The fellowship of the plant
As Donovan tells her students, there’s no one ring to rule them all. What she means is that there’s no one trait that accounts for plant performance in the field.
“It’s like human physiology. There’s no one marker for good health,” she said. “Everything has to be coordinated and balanced.”
As an ecophysiologist, Donovan investigates how plant processes are carried out in the surrounding environment. Her work is done in the field, the greenhouse and the lab—unlike Burke, who’s mostly in the lab. Though they are co-PIs on a grant, the differences in their backgrounds can be challenging.
“We don’t talk the same language in terms of our training and what we do on a day-to-day basis,” she said. “We practically have to have a cheat sheet of ‘What does that mean?’”

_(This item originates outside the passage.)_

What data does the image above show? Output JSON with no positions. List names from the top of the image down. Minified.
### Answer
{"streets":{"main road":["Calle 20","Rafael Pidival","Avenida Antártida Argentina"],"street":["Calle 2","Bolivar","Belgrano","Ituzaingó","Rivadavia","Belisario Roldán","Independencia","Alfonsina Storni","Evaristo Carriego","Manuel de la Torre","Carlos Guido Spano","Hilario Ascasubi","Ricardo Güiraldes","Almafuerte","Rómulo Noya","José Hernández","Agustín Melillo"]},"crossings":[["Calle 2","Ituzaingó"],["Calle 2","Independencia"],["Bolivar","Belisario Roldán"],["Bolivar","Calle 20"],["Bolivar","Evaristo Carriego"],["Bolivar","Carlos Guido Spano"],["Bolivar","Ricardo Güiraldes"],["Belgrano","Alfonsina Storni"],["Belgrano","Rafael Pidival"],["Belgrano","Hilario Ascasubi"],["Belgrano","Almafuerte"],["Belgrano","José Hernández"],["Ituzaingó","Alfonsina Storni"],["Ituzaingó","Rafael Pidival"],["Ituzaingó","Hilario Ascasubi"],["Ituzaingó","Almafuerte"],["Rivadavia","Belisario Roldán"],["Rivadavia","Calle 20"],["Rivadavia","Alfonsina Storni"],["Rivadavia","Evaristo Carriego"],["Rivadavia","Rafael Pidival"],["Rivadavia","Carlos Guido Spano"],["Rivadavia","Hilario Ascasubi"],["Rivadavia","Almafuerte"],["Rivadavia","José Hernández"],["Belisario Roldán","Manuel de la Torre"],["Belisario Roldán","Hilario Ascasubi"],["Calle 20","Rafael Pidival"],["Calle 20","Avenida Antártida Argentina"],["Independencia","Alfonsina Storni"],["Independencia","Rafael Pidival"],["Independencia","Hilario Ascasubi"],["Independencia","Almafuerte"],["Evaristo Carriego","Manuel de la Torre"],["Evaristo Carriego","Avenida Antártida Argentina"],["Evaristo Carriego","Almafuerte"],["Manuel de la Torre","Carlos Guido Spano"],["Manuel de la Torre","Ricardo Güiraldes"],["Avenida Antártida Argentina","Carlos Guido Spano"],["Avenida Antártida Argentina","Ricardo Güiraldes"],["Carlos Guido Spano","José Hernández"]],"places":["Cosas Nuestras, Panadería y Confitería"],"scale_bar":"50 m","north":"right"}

Sometimes their expectations have to be tempered, according to Donovan. For example, Burke will ask her for a trait that makes a plant water-stress tolerant.
“We’ve been studying this for 100 years, and there’s no one trait,” she’ll tell him. “It’s a whole bunch of traits, and it’s context dependent.”
Or Donovan will ask Burke about the genetic basis of a particular trait and get this response: “Are you kidding? It’s not that simple.”
But she believes that both sides are needed to design more resilient crops. Such integration is fostered through UGA’s Plant Center, which cultivates interaction among plant science researchers across the university’s departments, colleges and campuses.
“The best science right now is collaborative,” Donovan said. “That’s actually a fun part. You never get bored in this field.”